- **Given records**:
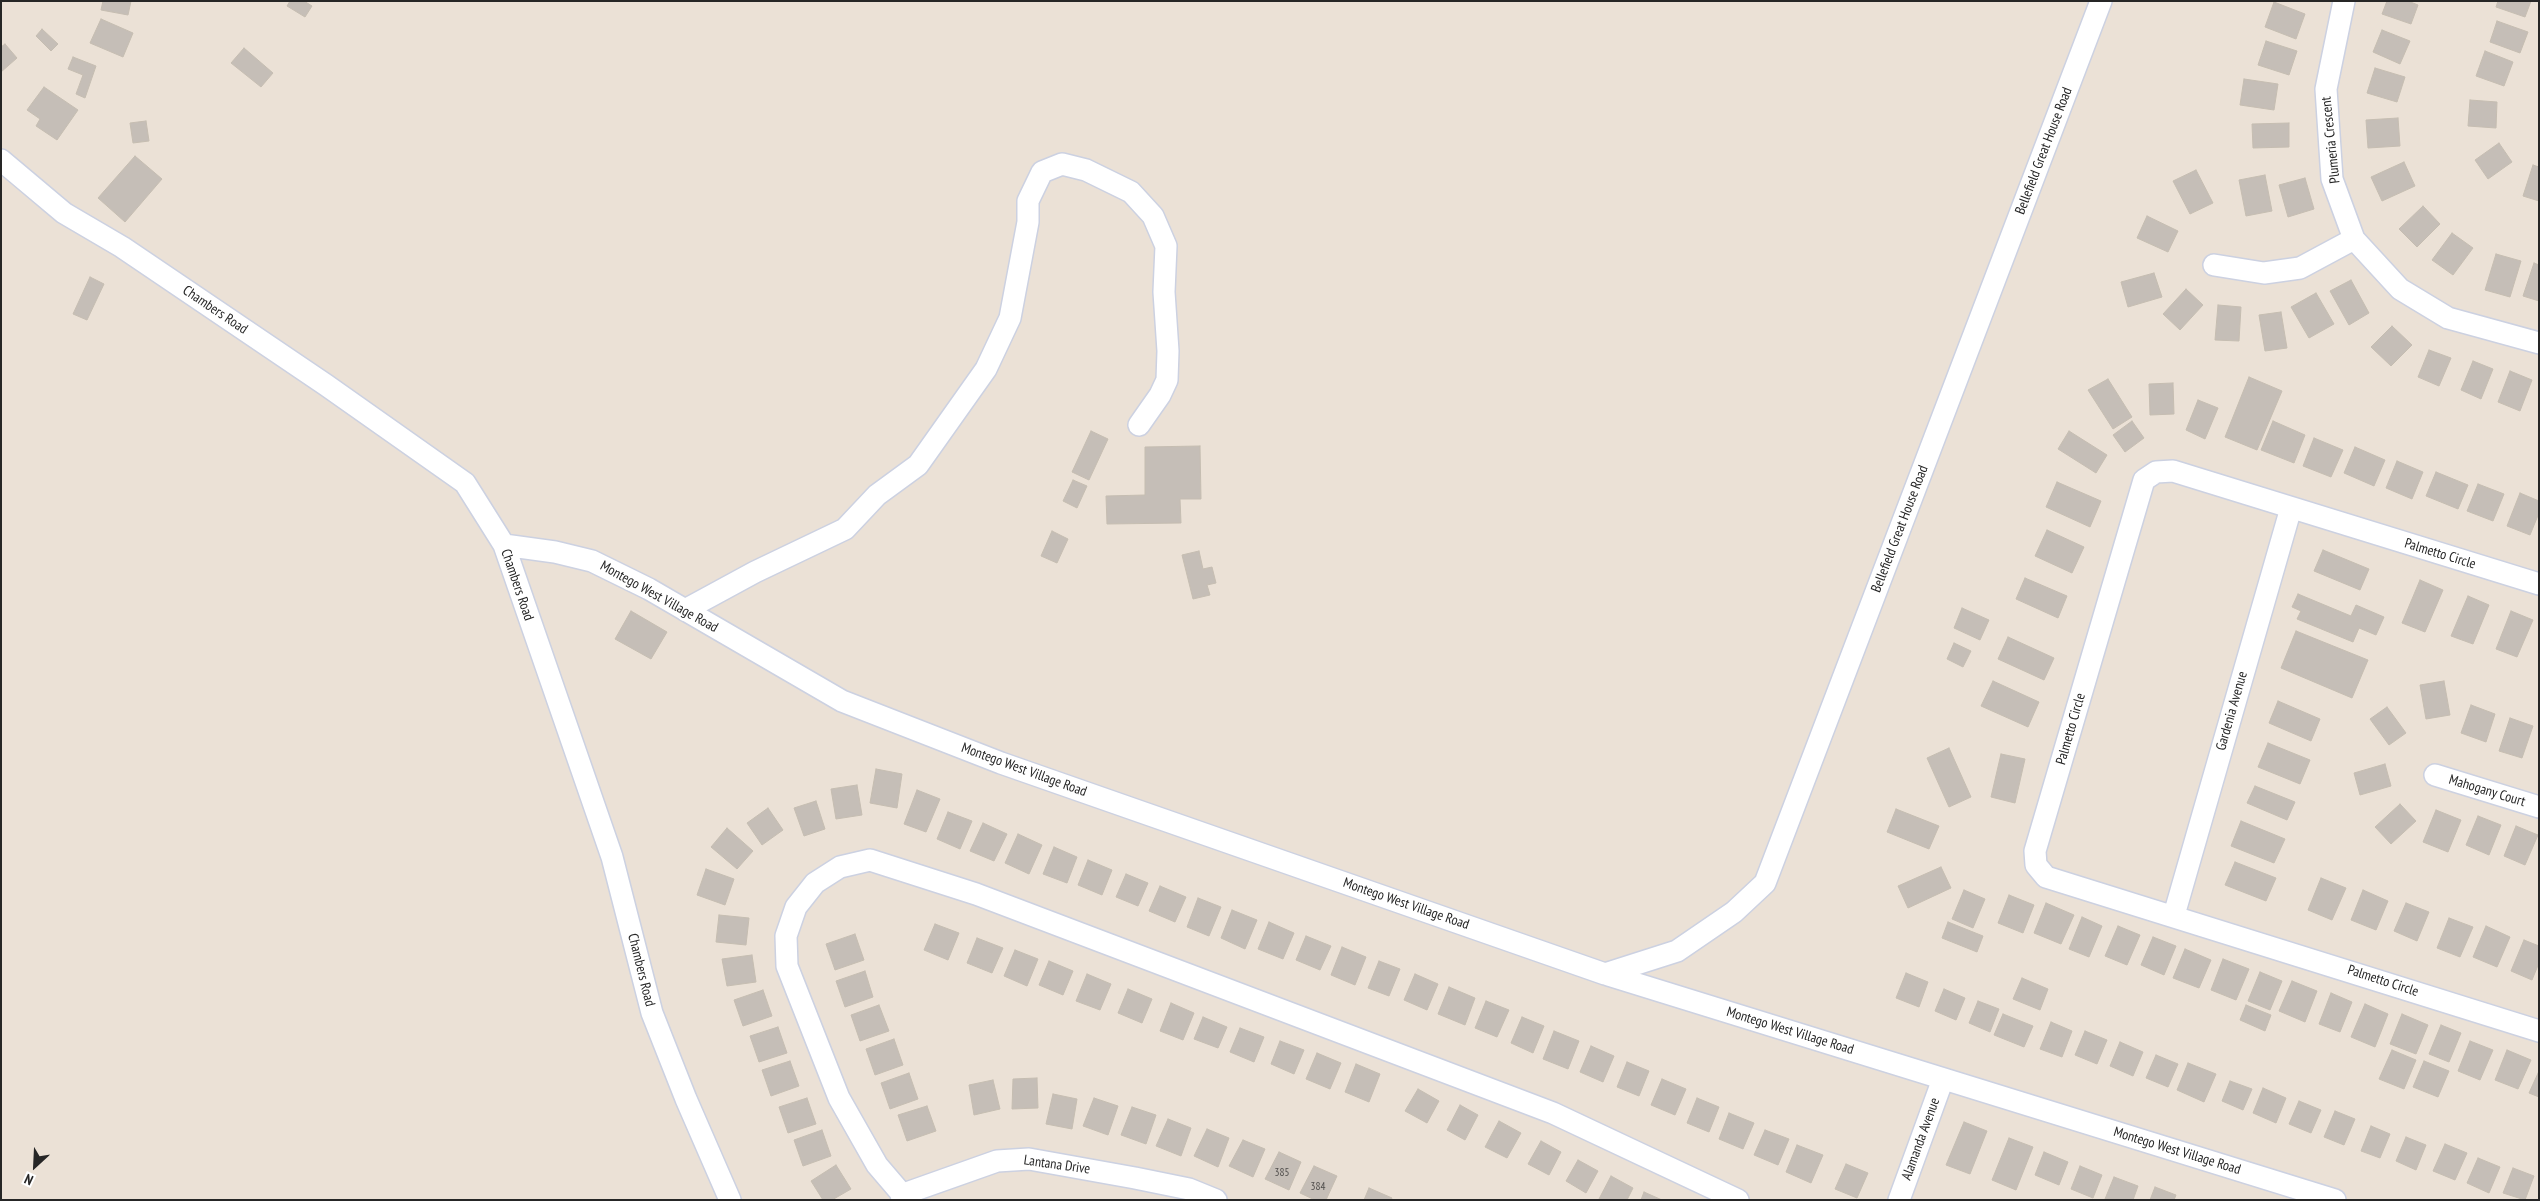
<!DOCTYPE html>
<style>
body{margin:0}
#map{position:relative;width:2540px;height:1201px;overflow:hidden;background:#ebe1d6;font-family:"PT Sans Narrow",sans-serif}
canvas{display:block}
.frame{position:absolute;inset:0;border:2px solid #262626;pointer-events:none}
.north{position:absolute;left:10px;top:1141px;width:50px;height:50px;-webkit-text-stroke:4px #fff;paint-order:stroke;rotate:205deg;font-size:14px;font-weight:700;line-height:20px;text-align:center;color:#262626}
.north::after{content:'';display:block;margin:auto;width:18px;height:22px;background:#262626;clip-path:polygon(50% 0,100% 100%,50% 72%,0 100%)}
</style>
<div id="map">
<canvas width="2540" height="1201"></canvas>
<div class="frame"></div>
<div class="north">N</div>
</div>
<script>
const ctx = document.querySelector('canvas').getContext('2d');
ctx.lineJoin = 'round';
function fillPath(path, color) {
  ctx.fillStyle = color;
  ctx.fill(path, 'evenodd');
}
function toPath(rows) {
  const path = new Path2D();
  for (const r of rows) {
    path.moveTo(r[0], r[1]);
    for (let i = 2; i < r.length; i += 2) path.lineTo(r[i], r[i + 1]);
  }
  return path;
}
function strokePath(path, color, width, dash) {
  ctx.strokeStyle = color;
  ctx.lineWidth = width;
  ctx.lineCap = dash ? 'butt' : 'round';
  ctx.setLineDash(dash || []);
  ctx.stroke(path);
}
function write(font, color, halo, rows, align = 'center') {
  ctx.font = font + ' "PT Sans Narrow",sans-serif';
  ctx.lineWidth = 5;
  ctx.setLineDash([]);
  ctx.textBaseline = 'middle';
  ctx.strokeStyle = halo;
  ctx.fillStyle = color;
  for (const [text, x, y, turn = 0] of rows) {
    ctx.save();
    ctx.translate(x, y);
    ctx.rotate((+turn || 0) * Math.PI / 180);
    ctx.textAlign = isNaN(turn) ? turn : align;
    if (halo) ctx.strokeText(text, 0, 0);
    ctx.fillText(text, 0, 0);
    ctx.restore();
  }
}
const building = toPath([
 [103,1,131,1,128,15,101,10,103,1],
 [290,1,304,1,312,6,305,17,287,6,290,1],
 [2387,1,2408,1,2418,5,2411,24,2382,14,2387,1],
 [2498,1,2531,1,2525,17,2496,7,2498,1],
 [2274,2,2305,14,2296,39,2265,27,2274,2],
 [101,19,133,33,123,57,90,43,101,19],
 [2497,21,2528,32,2520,53,2490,42,2497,21],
 [42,29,58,44,51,51,36,36,42,29],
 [2382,30,2410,41,2400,64,2373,52,2382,30],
 [2266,41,2297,51,2289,75,2258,65,2266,41],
 [5,44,17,58,1,72,1,47,5,44],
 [244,48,273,73,261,87,231,63,244,48],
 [2485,51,2513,62,2504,86,2476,76,2485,51],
 [73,57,96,66,85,98,76,94,83,75,68,69,73,57],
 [2375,68,2405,77,2397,102,2367,93,2375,68],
 [2244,79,2278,84,2274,110,2240,105,2244,79],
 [44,87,78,110,57,140,36,126,40,119,27,110,44,87],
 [2470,100,2497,102,2496,128,2468,126,2470,100],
 [2398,118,2400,146,2368,148,2366,120,2398,118],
 [146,121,149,141,133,143,130,123,146,121],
 [2289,123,2289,147,2253,148,2252,124,2289,123],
 [2499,143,2512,162,2488,179,2475,160,2499,143],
 [135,156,162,179,125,222,98,198,135,156],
 [2404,162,2415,186,2382,201,2371,177,2404,162],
 [2533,165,2539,167,2539,201,2523,196,2533,165],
 [2196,170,2213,203,2190,214,2173,181,2196,170],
 [2265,175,2272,211,2246,216,2239,180,2265,175],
 [2305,178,2314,209,2288,217,2279,185,2305,178],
 [2423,206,2440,224,2417,247,2399,229,2423,206],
 [2147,216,2178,231,2168,252,2137,238,2147,216],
 [2452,233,2473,248,2453,275,2432,260,2452,233],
 [2496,254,2521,261,2510,297,2485,290,2496,254],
 [2534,263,2539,265,2539,301,2523,296,2534,263],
 [2154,273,2162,297,2128,307,2121,282,2154,273],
 [90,277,104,284,87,320,73,314,90,277],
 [2351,280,2369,313,2349,325,2330,291,2351,280],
 [2186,289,2203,305,2180,330,2163,314,2186,289],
 [2316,293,2334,324,2309,338,2291,307,2316,293],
 [2218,305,2241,307,2239,341,2215,340,2218,305],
 [2281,312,2287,348,2265,351,2259,315,2281,312],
 [2392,326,2412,345,2391,366,2371,347,2392,326],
 [2429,350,2451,358,2439,386,2418,377,2429,350],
 [2473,361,2493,369,2481,399,2461,390,2473,361],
 [2510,371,2532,380,2520,411,2498,402,2510,371],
 [2249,377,2282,391,2257,450,2225,437,2249,377],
 [2108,379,2132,417,2113,429,2088,390,2108,379],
 [2173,383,2174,414,2150,415,2149,384,2173,383],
 [2198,400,2218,408,2205,439,2186,430,2198,400],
 [2132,421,2144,438,2125,452,2113,435,2132,421],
 [2273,421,2305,435,2294,463,2261,450,2273,421],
 [1091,431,1108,439,1089,480,1072,472,1091,431],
 [2069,431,2107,455,2096,473,2058,449,2069,431],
 [2314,438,2343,450,2331,477,2303,466,2314,438],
 [1200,446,1201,499,1180,499,1181,523,1107,524,1106,496,1145,495,1145,447,1200,446],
 [2355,447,2385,460,2374,486,2344,473,2355,447],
 [2397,461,2423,472,2412,499,2386,488,2397,461],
 [2436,472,2468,485,2458,509,2426,496,2436,472],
 [1073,480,1087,486,1077,508,1063,501,1073,480],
 [2057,482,2101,501,2090,527,2046,507,2057,482],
 [2478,484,2504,494,2493,521,2467,511,2478,484],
 [2520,493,2539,501,2539,513,2530,535,2507,526,2520,493],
 [2047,530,2084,547,2072,573,2035,556,2047,530],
 [1052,531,1068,539,1057,563,1041,556,1052,531],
 [2323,550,2369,569,2360,590,2314,571,2323,550],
 [1199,551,1203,569,1212,567,1216,583,1207,585,1210,595,1193,599,1182,555,1199,551],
 [2025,578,2067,596,2058,618,2016,599,2025,578],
 [2420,580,2443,590,2425,632,2402,623,2420,580],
 [2298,594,2351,616,2356,605,2384,617,2376,635,2359,628,2353,642,2297,619,2301,611,2292,607,2298,594],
 [2468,596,2489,605,2473,644,2451,636,2468,596],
 [1962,608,1989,620,1980,640,1954,628,1962,608],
 [631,611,667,632,651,659,615,639,631,611],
 [2511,611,2533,620,2517,657,2496,649,2511,611],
 [2296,631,2368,660,2352,698,2281,668,2296,631],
 [2008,637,2054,658,2044,680,1998,659,2008,637],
 [1954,643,1971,651,1963,667,1947,659,1954,643],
 [1993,681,2039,702,2028,727,1981,706,1993,681],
 [2444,681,2450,715,2426,719,2420,685,2444,681],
 [2278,701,2320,719,2311,741,2269,723,2278,701],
 [2471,705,2495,714,2486,742,2461,733,2471,705],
 [2387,707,2406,733,2389,745,2370,719,2387,707],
 [2510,718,2533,726,2522,758,2499,751,2510,718],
 [2268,743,2310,760,2300,784,2258,767,2268,743],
 [1949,748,1971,797,1949,807,1927,758,1949,748],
 [2001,754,2025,759,2015,803,1991,797,2001,754],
 [2385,764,2391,786,2360,795,2354,773,2385,764],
 [876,769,902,774,897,808,870,803,876,769],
 [857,785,862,815,836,819,831,789,857,785],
 [2255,786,2295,802,2287,820,2247,803,2255,786],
 [917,790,940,799,926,832,904,824,917,790],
 [816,801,825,829,804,836,794,808,816,801],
 [2400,804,2416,821,2391,844,2375,827,2400,804],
 [768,808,783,830,762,845,747,823,768,808],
 [1896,809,1939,826,1929,849,1887,832,1896,809],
 [2436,810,2461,820,2448,852,2423,842,2436,810],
 [948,812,972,821,960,849,937,839,948,812],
 [2478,816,2501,825,2489,855,2466,845,2478,816],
 [2241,821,2285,839,2274,863,2231,846,2241,821],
 [983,823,1007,834,994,861,970,851,983,823],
 [2516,826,2538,835,2525,865,2504,856,2516,826],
 [727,828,753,851,737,869,711,847,727,828],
 [1018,834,1042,845,1029,874,1005,863,1018,834],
 [1054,847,1077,857,1067,883,1043,874,1054,847],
 [1088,860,1112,870,1102,895,1078,885,1088,860],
 [2235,862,2276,878,2266,901,2225,885,2235,862],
 [1941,867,1951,888,1908,908,1898,886,1941,867],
 [706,869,734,879,725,905,697,895,706,869],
 [1126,874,1148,883,1138,906,1116,897,1126,874],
 [2321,878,2346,888,2332,920,2308,910,2321,878],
 [1160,886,1186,897,1175,922,1149,911,1160,886],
 [1964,890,1985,899,1973,928,1952,919,1964,890],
 [2363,890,2388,901,2376,930,2351,920,2363,890],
 [2009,895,2034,905,2023,933,1998,923,2009,895],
 [1198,898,1221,907,1209,936,1187,927,1198,898],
 [2046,903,2074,915,2061,944,2034,933,2046,903],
 [2406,903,2429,912,2417,941,2394,931,2406,903],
 [1232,910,1257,920,1245,949,1221,938,1232,910],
 [719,915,749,918,746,945,716,942,719,915],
 [2082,917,2102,926,2089,957,2069,949,2082,917],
 [2449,918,2473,927,2460,957,2437,948,2449,918],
 [1269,922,1294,933,1283,959,1258,949,1269,922],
 [1948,922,1983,936,1977,952,1942,938,1948,922],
 [935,924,959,933,948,960,924,950,935,924],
 [2118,926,2140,935,2127,965,2105,956,2118,926],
 [2486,926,2510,937,2497,967,2473,957,2486,926],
 [855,934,864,960,835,970,826,944,855,934],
 [1306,936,1331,946,1320,970,1296,960,1306,936],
 [2153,937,2176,946,2164,975,2141,965,2153,937],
 [977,938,1003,948,992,973,967,963,977,938],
 [2524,940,2539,946,2539,963,2532,980,2511,971,2524,940],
 [1342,947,1366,957,1355,985,1331,975,1342,947],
 [2185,949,2211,960,2199,988,2173,978,2185,949],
 [1015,950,1038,959,1027,986,1004,976,1015,950],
 [752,955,756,982,727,986,722,959,752,955],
 [2223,959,2249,969,2236,1000,2211,990,2223,959],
 [1049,961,1073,971,1063,995,1039,985,1049,961],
 [1379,961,1400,969,1389,996,1368,988,1379,961],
 [865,971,873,997,845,1007,836,981,865,971],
 [2260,972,2282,981,2270,1010,2248,1001,2260,972],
 [1906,973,1928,982,1919,1007,1896,998,1906,973],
 [1087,974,1111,984,1100,1010,1076,1001,1087,974],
 [1415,974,1438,984,1427,1010,1404,1000,1415,974],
 [2022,978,2048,989,2040,1010,2013,999,2022,978],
 [2292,981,2317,991,2305,1022,2279,1011,2292,981],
 [1449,987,1475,998,1465,1025,1438,1014,1449,987],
 [1128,989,1152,999,1142,1023,1118,1013,1128,989],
 [1944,989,1965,998,1956,1020,1935,1011,1944,989],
 [763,990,772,1016,743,1026,734,1000,763,990],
 [2331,993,2352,1002,2340,1032,2319,1024,2331,993],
 [1486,1001,1509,1010,1497,1037,1475,1028,1486,1001],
 [1978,1001,1999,1009,1990,1032,1969,1023,1978,1001],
 [1171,1003,1194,1013,1183,1040,1160,1031,1171,1003],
 [2365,1004,2388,1014,2375,1047,2351,1037,2365,1004],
 [879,1005,889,1031,860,1041,851,1015,879,1005],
 [2246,1005,2271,1015,2265,1031,2240,1020,2246,1005],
 [2003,1014,2033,1026,2024,1047,1994,1035,2003,1014],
 [2402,1014,2428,1025,2416,1054,2390,1044,2402,1014],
 [1203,1017,1227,1027,1218,1048,1194,1039,1203,1017],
 [1522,1017,1544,1026,1533,1053,1511,1043,1522,1017],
 [2051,1022,2072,1031,2062,1057,2040,1049,2051,1022],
 [2441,1025,2461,1033,2449,1062,2429,1054,2441,1025],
 [778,1027,787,1053,759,1062,750,1036,778,1027],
 [1240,1028,1264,1037,1254,1062,1230,1052,1240,1028],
 [1554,1031,1579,1041,1568,1069,1543,1059,1554,1031],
 [2085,1031,2107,1040,2097,1064,2075,1055,2085,1031],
 [894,1039,903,1065,875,1075,866,1049,894,1039],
 [1280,1041,1304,1050,1294,1074,1271,1064,1280,1041],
 [2470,1041,2493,1050,2480,1080,2458,1071,2470,1041],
 [2120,1042,2143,1052,2133,1076,2110,1066,2120,1042],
 [1591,1046,1614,1056,1603,1082,1580,1072,1591,1046],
 [2392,1050,2416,1060,2404,1089,2379,1079,2392,1050],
 [2507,1050,2531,1060,2518,1089,2495,1080,2507,1050],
 [1317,1053,1341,1063,1330,1089,1306,1079,1317,1053],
 [2156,1055,2178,1064,2168,1087,2146,1078,2156,1055],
 [790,1061,799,1086,771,1096,762,1070,790,1061],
 [2424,1061,2449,1071,2438,1097,2413,1087,2424,1061],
 [1627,1062,1649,1071,1639,1096,1617,1087,1627,1062],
 [2188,1063,2216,1074,2204,1102,2177,1090,2188,1063],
 [1356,1064,1380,1074,1369,1102,1345,1092,1356,1064],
 [2539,1071,2539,1097,2529,1093,2539,1071],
 [909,1073,918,1099,890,1109,881,1083,909,1073],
 [1037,1078,1038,1108,1012,1109,1013,1079,1037,1078],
 [1662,1079,1686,1089,1675,1115,1651,1105,1662,1079],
 [993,1080,1000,1109,974,1115,969,1085,993,1080],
 [2230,1081,2252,1089,2243,1110,2222,1101,2230,1081],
 [2263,1088,2286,1098,2276,1123,2253,1113,2263,1088],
 [1418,1089,1439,1101,1427,1123,1405,1111,1418,1089],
 [1053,1094,1077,1099,1072,1129,1046,1124,1053,1094],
 [807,1098,816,1124,788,1133,779,1107,807,1098],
 [1094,1098,1118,1106,1108,1135,1083,1126,1094,1098],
 [1697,1098,1719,1107,1709,1132,1687,1123,1697,1098],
 [2299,1101,2321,1110,2311,1133,2289,1124,2299,1101],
 [1460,1105,1478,1115,1465,1140,1447,1130,1460,1105],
 [927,1106,936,1131,907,1141,898,1115,927,1106],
 [1132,1107,1156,1115,1146,1144,1121,1135,1132,1107],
 [2335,1111,2355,1119,2344,1145,2324,1137,2335,1111],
 [1729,1113,1754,1123,1743,1149,1719,1139,1729,1113],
 [1168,1119,1191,1128,1181,1156,1156,1146,1168,1119],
 [1499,1121,1521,1133,1507,1158,1485,1147,1499,1121],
 [1964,1122,1987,1131,1970,1174,1946,1165,1964,1122],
 [2371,1126,2390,1134,2380,1158,2361,1151,2371,1126],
 [1207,1129,1229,1138,1218,1167,1194,1156,1207,1129],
 [822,1130,831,1156,803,1166,794,1140,822,1130],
 [1765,1130,1789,1139,1778,1165,1754,1155,1765,1130],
 [2406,1137,2426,1145,2416,1170,2396,1161,2406,1137],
 [2009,1138,2033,1147,2016,1190,1992,1180,2009,1138],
 [1243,1140,1265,1149,1253,1177,1229,1166,1243,1140],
 [1541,1141,1561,1152,1549,1175,1528,1164,1541,1141],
 [2445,1144,2467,1153,2455,1180,2433,1171,2445,1144],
 [1797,1145,1823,1155,1811,1183,1786,1172,1797,1145],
 [1279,1152,1301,1162,1289,1190,1265,1179,1279,1152],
 [2044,1152,2068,1162,2059,1185,2035,1175,2044,1152],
 [2478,1158,2500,1167,2489,1193,2467,1183,2478,1158],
 [1578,1160,1598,1171,1586,1193,1566,1181,1578,1160],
 [1846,1164,1868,1173,1857,1198,1835,1189,1846,1164],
 [836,1165,851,1189,832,1200,823,1200,811,1181,836,1165],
 [1314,1166,1337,1176,1326,1200,1315,1200,1300,1193,1314,1166],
 [2080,1166,2102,1175,2093,1198,2071,1189,2080,1166],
 [2513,1168,2534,1176,2525,1200,2503,1193,2513,1168],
 [1611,1176,1633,1188,1627,1200,1599,1199,1611,1176],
 [2114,1177,2138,1186,2133,1200,2105,1199,2114,1177],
 [2155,1187,2176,1195,2174,1200,2150,1200,2155,1187],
 [1369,1188,1392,1198,1391,1200,1364,1200,1369,1188],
 [1644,1192,1662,1200,1641,1200,1644,1192]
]);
fillPath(building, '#c5beb7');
strokePath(building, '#c5bdb1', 1);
const minor = toPath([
 [2344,1,2326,89,2332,179,2354,239,2400,289,2448,318,2539,343],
 [1,160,64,213,122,247,326,385,465,483,504,545,612,857,652,1013,686,1099,730,1200],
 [2214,265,2264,273,2300,268,2354,239],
 [504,545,555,552,592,561,649,589,842,701,1001,763,1605,974,2335,1200],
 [2539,584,2173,471,2156,472,2144,480,2035,851,2036,865,2046,877,2539,1031],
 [685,610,755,572,845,529,877,495,918,465,986,369,1010,318,1028,222,1028,201,1042,172,1062,164,1086,170,1131,192,1153,216,1166,246,1164,292,1168,351,1167,380,1160,395,1139,425],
 [2435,775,2539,807],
 [2174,915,2291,508],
 [1605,974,1677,951,1734,912,1765,883,2101,1],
 [901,1195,997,1161,1029,1159,1135,1178,1189,1189,1216,1200],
 [907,1200,877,1165,839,1098,787,966,786,936,796,907,815,883,840,867,870,860,976,894,1553,1113,1738,1200],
 [1899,1200,1943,1079]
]);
strokePath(minor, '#ccd1e1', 24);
strokePath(minor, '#fff', 21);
write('11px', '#4e4c4a', null, [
 ["385",1282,1173],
 ["384",1318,1187]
]);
write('14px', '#262626', '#fff', [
 ["Plumeria Crescent",2331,140,-96],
 ["Bellefield Great House Road",2044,151,-69],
 ["Chambers Road",215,310,34],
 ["Bellefield Great House Road",1900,529,-69],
 ["Palmetto Circle",2440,554,17],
 ["Chambers Road",517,585,71],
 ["Montego West Village Road",659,597,29],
 ["Gardenia Avenue",2232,711,-74],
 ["Palmetto Circle",2071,729,-74],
 ["Montego West Village Road",1024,770,20],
 ["Mahogany Court",2487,791,17],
 ["Montego West Village Road",1406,904,19],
 ["Chambers Road",641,970,76],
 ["Palmetto Circle",2383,981,18],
 ["Montego West Village Road",1790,1031,17],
 ["Alamanda Avenue",1921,1139,-70],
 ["Montego West Village Road",2177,1151,17],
 ["Lantana Drive",1057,1165,8]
]);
</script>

- **Work instruction**:
Only the lines holding the word "canvas" belong in the answer; copy them from the listing above.

- **Output below**:
canvas{display:block}
<canvas width="2540" height="1201"></canvas>
const ctx = document.querySelector('canvas').getContext('2d');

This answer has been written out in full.